## Task to complete
Only lines containing the word "data" are needed; pull them out of the material.

[[ Source information, beginning ]]

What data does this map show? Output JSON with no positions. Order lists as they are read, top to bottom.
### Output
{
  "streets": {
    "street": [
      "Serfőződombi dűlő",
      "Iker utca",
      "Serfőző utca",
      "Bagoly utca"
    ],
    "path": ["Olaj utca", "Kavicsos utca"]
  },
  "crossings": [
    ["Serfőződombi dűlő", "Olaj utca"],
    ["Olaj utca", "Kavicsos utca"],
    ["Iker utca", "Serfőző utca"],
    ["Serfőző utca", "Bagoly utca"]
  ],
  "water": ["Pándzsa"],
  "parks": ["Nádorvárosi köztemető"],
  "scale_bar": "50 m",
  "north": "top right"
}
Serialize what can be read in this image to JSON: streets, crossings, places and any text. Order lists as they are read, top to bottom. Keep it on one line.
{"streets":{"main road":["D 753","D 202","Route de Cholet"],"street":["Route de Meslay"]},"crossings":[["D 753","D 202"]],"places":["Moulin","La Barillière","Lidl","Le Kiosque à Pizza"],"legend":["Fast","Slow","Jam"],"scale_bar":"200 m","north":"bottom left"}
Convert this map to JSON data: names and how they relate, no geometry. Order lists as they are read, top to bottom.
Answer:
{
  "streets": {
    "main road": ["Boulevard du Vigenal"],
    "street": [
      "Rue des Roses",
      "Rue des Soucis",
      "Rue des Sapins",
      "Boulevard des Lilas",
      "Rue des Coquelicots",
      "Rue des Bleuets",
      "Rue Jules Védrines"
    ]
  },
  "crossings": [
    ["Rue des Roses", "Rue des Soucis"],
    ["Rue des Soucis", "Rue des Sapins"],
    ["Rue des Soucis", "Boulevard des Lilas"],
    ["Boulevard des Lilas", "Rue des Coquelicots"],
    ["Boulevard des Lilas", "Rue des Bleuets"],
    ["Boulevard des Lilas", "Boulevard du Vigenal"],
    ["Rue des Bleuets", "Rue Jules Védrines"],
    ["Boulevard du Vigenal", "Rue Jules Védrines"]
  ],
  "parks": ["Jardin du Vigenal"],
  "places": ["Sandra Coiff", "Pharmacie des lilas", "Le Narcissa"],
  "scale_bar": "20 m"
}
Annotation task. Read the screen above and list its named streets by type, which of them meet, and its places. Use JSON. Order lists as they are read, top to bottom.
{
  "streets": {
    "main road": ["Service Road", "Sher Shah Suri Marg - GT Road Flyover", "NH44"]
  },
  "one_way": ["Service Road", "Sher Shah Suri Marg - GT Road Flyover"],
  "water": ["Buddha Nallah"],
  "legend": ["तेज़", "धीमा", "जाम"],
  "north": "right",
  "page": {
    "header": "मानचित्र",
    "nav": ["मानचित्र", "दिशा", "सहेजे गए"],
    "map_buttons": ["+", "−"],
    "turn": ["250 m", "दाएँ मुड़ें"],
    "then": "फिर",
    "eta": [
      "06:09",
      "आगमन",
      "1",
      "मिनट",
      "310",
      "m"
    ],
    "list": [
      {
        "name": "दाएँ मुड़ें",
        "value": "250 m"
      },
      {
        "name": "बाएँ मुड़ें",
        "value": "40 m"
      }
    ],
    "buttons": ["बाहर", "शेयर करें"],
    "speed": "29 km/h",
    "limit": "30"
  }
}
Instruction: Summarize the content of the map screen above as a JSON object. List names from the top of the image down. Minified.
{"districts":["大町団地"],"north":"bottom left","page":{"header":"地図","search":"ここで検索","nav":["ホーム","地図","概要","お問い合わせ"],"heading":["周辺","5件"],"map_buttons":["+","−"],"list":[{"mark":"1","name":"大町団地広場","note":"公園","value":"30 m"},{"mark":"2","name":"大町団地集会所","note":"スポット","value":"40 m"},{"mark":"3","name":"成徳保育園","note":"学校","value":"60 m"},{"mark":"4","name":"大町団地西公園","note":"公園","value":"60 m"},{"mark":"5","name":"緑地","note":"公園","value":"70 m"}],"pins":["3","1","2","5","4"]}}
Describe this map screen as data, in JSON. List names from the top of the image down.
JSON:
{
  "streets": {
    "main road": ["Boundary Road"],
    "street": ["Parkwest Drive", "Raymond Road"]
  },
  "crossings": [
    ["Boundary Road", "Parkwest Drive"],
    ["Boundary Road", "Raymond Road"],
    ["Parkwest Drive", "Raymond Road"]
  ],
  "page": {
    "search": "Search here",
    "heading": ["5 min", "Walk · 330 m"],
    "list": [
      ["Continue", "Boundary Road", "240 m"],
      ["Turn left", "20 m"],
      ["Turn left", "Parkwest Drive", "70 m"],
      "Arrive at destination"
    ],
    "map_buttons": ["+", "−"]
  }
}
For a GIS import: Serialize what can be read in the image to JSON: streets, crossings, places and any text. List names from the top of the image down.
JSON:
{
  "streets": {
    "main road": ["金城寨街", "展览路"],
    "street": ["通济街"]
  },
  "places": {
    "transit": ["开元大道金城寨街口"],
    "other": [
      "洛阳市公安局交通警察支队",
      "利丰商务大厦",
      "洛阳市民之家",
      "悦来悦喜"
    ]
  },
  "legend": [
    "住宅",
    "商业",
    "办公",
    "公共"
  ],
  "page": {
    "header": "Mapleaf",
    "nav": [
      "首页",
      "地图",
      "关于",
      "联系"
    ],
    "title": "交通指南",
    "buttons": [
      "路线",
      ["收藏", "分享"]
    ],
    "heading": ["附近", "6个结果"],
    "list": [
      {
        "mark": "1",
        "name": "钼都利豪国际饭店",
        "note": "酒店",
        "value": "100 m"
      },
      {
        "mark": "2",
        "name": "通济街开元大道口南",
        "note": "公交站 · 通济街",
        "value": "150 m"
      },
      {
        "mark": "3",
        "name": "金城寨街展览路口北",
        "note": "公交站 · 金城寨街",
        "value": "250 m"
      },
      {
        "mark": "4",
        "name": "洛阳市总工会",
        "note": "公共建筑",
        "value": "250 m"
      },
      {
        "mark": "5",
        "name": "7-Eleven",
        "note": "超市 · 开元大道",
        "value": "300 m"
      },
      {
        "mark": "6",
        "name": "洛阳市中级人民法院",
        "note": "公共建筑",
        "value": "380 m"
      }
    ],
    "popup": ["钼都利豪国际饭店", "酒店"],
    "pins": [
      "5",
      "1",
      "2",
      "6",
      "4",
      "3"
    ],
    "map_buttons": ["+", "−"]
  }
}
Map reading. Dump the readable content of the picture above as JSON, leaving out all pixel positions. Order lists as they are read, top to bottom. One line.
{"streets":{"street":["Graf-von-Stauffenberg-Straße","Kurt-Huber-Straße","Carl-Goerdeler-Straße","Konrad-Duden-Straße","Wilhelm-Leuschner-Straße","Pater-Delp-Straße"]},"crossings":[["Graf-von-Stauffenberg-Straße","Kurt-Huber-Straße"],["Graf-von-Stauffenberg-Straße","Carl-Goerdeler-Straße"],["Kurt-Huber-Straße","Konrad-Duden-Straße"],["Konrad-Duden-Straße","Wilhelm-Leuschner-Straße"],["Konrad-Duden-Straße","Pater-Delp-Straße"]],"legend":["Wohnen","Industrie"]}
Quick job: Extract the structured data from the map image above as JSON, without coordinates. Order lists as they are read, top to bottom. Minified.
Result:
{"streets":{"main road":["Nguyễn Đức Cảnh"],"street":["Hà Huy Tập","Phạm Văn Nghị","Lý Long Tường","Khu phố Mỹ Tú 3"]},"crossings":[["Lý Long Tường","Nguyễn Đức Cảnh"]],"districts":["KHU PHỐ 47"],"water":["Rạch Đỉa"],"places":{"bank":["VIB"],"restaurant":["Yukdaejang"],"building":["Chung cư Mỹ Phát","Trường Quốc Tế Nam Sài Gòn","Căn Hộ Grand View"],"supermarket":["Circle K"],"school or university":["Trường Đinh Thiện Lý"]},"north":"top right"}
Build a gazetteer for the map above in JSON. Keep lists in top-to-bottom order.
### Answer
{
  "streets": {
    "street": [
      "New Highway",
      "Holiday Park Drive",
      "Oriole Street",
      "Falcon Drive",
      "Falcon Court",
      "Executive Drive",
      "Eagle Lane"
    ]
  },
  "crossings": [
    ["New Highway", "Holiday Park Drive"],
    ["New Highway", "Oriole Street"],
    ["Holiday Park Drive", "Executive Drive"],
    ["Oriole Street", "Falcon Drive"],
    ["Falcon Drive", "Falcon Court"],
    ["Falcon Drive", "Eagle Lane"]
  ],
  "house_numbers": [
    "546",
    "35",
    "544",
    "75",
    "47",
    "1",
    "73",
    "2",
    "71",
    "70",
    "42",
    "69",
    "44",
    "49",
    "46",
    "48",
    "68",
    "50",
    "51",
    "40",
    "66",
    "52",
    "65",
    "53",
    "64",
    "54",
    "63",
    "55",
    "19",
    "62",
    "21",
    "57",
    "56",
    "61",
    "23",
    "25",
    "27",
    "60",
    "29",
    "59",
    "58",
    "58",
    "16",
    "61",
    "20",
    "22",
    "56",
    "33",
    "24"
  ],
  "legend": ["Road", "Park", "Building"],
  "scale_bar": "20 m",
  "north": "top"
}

[[ Source information, end ]]

## Written reply
What data does this map show? Output JSON with no positions. Order lists as they are read, top to bottom.
Convert this map to JSON data: names and how they relate, no geometry. Order lists as they are read, top to bottom.
Describe this map screen as data, in JSON. List names from the top of the image down.
Quick job: Extract the structured data from the map image above as JSON, without coordinates. Order lists as they are read, top to bottom. Minified.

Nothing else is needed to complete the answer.